:: Try it ::
The result should be every line that contains the word "Math", taken from the material.

:: Extracted data ::
● ● ● ●

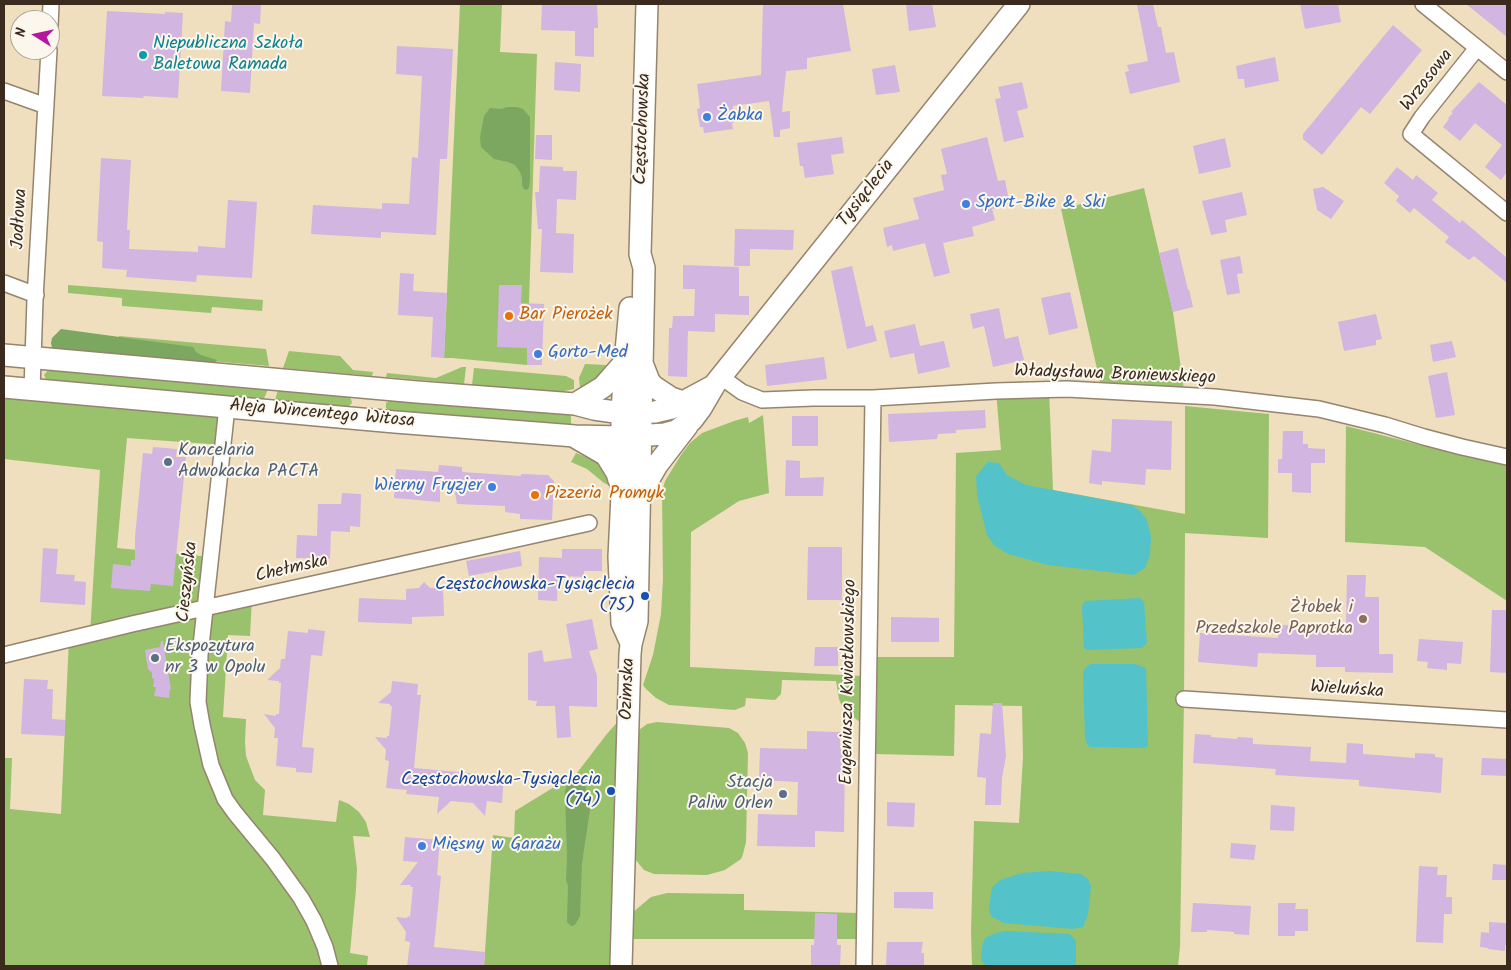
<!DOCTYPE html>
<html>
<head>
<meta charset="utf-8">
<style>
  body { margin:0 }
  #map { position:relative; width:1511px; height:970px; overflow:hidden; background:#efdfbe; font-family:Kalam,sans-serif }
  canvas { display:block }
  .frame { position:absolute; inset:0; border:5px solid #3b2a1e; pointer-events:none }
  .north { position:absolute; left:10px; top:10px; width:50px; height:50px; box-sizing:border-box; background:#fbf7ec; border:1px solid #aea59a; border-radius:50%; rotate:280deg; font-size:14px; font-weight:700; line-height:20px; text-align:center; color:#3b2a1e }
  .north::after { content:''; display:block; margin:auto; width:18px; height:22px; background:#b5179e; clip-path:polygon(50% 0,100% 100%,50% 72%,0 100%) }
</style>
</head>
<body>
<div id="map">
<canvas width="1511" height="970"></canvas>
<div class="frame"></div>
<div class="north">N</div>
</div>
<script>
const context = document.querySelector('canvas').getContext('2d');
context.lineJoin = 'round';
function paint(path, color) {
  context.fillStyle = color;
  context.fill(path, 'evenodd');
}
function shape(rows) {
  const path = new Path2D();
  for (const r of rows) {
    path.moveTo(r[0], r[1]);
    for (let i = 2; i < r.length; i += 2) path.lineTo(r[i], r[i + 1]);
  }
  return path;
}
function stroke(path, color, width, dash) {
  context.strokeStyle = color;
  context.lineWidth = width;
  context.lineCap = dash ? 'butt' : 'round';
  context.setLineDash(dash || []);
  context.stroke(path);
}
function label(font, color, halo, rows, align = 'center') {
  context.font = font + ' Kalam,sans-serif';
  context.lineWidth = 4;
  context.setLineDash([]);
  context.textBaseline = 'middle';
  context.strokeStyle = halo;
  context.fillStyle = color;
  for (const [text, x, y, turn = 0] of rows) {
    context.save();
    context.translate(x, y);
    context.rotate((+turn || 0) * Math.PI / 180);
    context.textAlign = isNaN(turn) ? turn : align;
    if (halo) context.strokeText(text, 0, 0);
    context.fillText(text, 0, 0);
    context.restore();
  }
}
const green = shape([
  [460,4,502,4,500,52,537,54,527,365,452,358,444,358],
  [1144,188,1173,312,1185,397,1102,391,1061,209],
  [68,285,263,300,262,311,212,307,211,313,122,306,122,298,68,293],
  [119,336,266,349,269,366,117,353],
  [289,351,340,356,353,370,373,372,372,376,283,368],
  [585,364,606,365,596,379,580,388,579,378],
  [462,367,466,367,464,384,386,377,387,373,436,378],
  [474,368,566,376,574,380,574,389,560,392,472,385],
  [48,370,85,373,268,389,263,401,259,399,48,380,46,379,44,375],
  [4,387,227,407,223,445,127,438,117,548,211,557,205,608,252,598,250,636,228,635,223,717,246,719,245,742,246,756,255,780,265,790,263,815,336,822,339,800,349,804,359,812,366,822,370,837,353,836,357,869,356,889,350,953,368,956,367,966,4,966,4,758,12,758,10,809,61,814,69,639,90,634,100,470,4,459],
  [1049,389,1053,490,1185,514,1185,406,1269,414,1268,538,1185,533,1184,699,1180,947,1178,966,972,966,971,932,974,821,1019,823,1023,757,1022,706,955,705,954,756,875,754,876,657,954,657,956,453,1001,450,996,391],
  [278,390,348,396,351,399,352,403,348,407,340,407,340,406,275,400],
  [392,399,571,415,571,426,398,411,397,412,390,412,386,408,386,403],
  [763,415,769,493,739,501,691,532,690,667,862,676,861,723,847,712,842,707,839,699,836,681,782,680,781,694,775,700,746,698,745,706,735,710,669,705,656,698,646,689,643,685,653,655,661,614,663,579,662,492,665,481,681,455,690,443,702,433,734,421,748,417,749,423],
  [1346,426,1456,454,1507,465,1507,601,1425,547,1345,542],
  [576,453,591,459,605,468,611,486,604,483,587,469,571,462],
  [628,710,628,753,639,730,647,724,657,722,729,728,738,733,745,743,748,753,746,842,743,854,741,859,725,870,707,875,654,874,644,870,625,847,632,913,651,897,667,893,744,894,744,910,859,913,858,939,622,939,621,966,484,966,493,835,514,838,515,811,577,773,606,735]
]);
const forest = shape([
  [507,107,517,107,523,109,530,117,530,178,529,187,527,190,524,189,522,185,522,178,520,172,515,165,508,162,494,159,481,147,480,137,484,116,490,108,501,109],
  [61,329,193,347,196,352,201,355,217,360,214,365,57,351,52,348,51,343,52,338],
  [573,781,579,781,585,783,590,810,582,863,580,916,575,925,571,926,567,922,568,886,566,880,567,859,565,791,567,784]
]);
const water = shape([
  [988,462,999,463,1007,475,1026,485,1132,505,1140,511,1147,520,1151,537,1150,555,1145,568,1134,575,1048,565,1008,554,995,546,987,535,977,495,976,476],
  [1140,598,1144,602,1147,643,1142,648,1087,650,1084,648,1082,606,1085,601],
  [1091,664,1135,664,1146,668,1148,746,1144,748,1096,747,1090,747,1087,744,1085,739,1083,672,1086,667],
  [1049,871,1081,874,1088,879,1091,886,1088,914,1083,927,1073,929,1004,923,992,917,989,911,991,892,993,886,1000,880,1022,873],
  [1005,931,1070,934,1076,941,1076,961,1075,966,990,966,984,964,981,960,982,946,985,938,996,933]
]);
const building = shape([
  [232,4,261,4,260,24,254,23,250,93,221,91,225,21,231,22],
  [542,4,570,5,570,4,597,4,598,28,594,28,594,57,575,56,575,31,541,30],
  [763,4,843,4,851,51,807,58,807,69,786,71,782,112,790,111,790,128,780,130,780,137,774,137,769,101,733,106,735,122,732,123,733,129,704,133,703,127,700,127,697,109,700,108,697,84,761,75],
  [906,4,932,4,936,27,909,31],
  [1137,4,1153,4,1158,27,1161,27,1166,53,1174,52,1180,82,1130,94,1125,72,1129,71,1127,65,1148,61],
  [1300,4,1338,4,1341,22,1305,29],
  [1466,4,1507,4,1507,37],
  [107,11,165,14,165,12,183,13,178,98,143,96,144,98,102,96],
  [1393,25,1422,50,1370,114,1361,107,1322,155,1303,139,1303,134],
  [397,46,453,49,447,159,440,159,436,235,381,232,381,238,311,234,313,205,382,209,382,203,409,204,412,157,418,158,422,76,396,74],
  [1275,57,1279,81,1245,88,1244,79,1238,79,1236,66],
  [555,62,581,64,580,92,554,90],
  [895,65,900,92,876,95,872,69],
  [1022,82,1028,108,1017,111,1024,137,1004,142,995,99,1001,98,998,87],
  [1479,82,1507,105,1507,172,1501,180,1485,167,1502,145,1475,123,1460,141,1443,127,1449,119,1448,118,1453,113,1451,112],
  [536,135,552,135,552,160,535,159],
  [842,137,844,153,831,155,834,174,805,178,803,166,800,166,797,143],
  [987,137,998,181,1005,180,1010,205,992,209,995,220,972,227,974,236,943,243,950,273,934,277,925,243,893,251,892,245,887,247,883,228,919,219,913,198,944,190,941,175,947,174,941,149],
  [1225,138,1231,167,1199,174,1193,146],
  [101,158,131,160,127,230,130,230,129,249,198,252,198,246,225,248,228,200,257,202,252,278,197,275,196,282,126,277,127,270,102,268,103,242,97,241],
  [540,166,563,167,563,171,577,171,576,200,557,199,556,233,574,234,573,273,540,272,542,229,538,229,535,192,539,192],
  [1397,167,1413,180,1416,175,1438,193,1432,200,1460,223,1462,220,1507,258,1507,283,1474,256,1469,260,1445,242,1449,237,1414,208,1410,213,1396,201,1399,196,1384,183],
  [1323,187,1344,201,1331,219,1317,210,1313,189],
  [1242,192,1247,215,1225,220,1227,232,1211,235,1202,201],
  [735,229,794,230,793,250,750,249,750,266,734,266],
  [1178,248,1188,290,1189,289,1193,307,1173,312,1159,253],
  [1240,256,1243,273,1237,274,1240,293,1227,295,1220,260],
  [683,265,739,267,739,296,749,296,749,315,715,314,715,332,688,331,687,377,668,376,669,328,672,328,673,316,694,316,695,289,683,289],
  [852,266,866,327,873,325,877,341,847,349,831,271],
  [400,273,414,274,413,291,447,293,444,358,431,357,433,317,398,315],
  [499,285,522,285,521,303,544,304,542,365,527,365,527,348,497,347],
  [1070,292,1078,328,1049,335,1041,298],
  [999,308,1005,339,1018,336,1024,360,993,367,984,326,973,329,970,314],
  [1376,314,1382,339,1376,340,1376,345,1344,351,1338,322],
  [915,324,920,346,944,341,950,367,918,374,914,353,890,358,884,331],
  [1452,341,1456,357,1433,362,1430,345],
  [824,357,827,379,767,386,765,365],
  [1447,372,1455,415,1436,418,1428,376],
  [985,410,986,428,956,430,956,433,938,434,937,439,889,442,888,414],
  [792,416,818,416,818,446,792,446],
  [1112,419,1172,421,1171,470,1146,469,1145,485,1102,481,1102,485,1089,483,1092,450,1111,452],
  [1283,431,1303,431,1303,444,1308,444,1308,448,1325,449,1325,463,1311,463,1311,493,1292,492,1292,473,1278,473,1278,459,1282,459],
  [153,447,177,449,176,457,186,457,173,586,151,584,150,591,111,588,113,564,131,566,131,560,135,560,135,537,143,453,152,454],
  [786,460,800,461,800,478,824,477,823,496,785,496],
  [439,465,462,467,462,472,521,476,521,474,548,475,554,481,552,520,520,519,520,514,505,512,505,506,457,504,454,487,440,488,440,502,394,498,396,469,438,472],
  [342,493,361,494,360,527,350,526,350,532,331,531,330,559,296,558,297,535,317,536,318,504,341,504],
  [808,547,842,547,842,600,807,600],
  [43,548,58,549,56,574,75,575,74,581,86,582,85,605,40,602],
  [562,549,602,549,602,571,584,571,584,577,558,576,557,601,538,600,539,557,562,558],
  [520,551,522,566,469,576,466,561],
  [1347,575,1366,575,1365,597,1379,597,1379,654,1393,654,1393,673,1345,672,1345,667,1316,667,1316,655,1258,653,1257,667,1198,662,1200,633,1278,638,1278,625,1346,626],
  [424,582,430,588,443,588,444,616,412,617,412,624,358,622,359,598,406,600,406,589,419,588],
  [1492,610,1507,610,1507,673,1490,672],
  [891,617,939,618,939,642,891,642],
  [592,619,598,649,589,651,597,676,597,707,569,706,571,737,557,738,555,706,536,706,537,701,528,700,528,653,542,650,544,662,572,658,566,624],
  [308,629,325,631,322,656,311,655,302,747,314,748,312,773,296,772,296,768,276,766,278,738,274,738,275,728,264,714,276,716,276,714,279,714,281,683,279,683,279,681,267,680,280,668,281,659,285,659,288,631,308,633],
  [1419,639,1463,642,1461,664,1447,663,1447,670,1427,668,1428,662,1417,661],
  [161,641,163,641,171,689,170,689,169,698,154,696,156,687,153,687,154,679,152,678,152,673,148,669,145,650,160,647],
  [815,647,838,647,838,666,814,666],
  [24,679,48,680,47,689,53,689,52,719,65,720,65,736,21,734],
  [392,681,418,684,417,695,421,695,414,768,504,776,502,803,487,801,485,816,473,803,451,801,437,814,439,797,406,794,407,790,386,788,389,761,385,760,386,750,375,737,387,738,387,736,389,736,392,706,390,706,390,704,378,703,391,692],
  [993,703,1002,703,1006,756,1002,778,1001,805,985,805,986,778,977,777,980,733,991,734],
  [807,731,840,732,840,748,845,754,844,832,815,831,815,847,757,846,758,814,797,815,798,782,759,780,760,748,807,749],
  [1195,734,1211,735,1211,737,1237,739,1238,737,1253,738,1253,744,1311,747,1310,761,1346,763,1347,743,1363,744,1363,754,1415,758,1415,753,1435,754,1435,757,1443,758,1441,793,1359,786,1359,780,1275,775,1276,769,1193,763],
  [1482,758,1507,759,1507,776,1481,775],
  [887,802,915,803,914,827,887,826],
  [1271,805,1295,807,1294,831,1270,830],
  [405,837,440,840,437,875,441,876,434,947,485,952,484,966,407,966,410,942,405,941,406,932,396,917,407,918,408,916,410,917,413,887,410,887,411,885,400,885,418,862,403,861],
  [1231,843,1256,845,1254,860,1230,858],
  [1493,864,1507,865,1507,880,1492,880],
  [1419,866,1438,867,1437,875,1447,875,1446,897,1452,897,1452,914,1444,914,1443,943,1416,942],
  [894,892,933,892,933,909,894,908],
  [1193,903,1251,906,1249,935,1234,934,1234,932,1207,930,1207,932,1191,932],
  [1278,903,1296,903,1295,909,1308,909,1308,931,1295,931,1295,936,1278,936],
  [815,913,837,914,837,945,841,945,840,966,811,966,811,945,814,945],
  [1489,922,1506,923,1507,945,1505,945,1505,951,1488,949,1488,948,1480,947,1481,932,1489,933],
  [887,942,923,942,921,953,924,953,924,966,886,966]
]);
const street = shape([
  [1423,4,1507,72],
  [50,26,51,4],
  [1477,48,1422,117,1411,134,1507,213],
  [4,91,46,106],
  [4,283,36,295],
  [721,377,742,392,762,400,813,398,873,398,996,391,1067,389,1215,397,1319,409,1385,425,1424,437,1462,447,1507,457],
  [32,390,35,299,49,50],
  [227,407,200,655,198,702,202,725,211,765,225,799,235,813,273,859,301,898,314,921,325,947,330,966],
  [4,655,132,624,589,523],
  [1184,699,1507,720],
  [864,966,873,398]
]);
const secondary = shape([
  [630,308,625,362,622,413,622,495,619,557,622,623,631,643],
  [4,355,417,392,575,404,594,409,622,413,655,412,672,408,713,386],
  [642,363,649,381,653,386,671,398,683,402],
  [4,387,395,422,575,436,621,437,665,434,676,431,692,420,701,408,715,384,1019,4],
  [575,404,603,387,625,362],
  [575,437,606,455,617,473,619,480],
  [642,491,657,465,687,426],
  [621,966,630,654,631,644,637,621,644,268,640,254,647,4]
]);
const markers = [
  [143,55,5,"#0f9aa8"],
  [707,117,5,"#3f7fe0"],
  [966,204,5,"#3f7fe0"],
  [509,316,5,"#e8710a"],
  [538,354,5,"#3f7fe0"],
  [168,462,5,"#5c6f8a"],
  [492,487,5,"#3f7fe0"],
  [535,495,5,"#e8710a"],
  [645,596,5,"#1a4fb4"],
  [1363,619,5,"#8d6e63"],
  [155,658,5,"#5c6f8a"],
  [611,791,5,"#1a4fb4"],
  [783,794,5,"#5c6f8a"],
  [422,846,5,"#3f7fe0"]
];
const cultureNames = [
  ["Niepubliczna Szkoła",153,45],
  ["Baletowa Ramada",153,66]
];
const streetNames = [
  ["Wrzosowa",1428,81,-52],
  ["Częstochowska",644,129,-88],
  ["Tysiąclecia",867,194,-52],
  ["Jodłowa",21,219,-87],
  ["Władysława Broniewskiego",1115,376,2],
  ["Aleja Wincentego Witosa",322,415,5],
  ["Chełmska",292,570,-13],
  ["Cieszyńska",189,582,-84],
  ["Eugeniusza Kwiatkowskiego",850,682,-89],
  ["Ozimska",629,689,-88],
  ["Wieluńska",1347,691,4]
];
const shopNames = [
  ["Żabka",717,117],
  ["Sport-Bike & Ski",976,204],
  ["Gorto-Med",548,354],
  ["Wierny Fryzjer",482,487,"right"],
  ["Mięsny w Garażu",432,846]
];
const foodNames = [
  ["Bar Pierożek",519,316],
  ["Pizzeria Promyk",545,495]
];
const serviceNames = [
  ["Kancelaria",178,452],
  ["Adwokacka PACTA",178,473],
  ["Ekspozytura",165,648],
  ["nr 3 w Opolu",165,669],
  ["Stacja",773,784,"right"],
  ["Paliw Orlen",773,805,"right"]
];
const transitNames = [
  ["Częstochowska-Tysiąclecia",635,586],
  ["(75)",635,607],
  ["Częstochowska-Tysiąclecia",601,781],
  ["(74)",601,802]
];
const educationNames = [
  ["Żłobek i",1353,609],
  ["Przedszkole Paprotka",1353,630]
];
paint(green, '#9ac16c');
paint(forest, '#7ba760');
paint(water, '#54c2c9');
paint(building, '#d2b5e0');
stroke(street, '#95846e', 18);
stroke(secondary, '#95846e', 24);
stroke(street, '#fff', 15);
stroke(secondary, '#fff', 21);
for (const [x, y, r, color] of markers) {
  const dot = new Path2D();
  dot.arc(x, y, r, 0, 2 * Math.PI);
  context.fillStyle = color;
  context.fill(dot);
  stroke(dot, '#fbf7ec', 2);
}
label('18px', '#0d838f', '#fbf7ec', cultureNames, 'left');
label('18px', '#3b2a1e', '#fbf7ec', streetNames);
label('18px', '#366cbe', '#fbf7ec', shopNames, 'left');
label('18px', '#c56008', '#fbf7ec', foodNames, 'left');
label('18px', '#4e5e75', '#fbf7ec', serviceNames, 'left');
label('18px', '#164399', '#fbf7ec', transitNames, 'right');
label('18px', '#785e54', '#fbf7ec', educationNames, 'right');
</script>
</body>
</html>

● ● ● ●

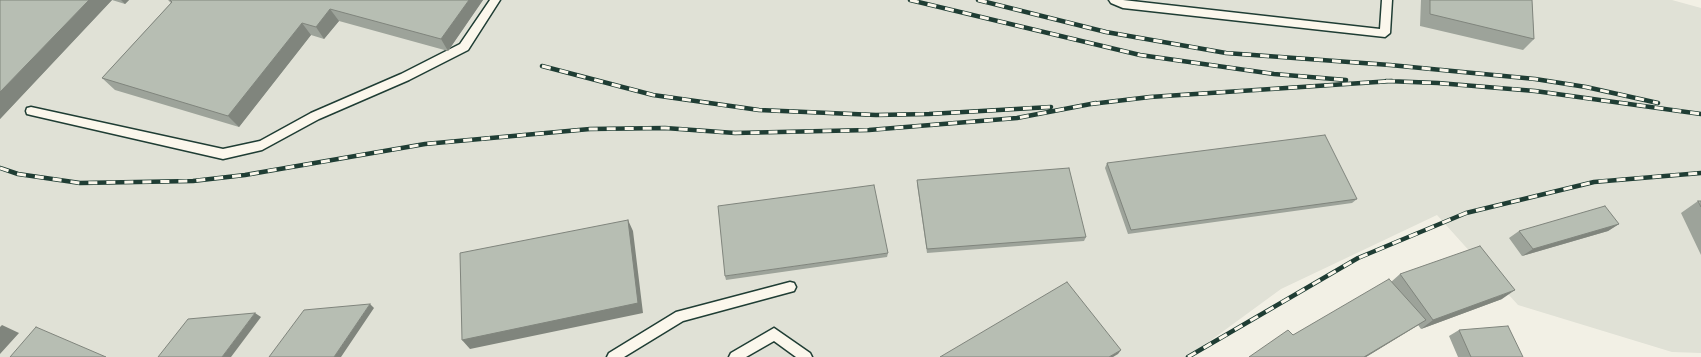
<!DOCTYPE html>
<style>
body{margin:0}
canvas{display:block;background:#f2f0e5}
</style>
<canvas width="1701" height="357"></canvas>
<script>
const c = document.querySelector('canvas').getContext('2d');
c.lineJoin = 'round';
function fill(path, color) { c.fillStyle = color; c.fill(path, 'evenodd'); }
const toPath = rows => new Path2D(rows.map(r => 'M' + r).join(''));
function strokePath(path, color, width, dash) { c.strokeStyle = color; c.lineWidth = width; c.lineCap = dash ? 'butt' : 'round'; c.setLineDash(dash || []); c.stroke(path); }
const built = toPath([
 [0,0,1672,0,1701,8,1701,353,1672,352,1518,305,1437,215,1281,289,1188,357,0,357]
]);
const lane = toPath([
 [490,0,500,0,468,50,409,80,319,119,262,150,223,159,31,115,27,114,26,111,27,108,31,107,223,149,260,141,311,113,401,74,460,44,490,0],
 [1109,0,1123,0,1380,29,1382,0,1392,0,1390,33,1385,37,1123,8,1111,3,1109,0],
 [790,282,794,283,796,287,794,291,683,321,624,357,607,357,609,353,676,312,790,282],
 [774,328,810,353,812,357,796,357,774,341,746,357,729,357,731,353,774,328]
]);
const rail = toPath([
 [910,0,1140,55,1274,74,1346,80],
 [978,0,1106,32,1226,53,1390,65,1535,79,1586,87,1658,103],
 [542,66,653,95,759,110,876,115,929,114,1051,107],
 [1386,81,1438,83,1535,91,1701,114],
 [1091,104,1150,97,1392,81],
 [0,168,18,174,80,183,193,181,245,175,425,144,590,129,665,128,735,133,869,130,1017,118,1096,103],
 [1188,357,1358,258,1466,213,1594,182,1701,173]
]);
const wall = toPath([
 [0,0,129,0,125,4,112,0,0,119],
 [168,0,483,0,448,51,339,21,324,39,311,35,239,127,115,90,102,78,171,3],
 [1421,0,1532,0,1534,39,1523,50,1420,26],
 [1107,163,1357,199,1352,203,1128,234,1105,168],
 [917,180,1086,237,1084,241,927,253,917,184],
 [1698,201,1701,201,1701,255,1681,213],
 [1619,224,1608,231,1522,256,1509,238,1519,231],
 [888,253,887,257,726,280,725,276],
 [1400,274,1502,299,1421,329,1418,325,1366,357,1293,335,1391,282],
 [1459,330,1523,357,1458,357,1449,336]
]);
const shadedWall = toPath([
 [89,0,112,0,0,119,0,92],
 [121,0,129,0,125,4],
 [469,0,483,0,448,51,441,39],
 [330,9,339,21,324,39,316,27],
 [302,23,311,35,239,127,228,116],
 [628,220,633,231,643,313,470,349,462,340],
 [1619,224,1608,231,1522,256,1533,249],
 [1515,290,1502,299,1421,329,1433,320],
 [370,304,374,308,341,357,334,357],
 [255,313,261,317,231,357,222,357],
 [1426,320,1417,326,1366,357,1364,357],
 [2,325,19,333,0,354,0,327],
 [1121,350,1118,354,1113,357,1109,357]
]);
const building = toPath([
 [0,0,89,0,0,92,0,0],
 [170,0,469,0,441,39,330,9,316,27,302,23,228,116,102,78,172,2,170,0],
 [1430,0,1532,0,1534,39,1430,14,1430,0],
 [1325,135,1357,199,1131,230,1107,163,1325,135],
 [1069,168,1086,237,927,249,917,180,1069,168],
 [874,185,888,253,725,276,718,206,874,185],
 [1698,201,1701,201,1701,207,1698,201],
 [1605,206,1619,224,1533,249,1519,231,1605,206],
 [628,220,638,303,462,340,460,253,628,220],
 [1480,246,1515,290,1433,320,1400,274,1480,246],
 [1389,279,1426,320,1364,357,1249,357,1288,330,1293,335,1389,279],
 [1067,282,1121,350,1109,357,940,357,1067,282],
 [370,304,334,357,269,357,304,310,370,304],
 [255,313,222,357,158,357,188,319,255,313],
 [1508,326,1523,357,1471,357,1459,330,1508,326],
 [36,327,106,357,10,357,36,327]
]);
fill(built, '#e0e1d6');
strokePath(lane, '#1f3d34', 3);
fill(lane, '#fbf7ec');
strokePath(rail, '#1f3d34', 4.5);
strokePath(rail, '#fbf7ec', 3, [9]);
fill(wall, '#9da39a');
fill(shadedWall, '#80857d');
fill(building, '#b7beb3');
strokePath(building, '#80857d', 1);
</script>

● ● ● ●

:: Written response ::
    context.rotate((+turn || 0) * Math.PI / 180);
  dot.arc(x, y, r, 0, 2 * Math.PI);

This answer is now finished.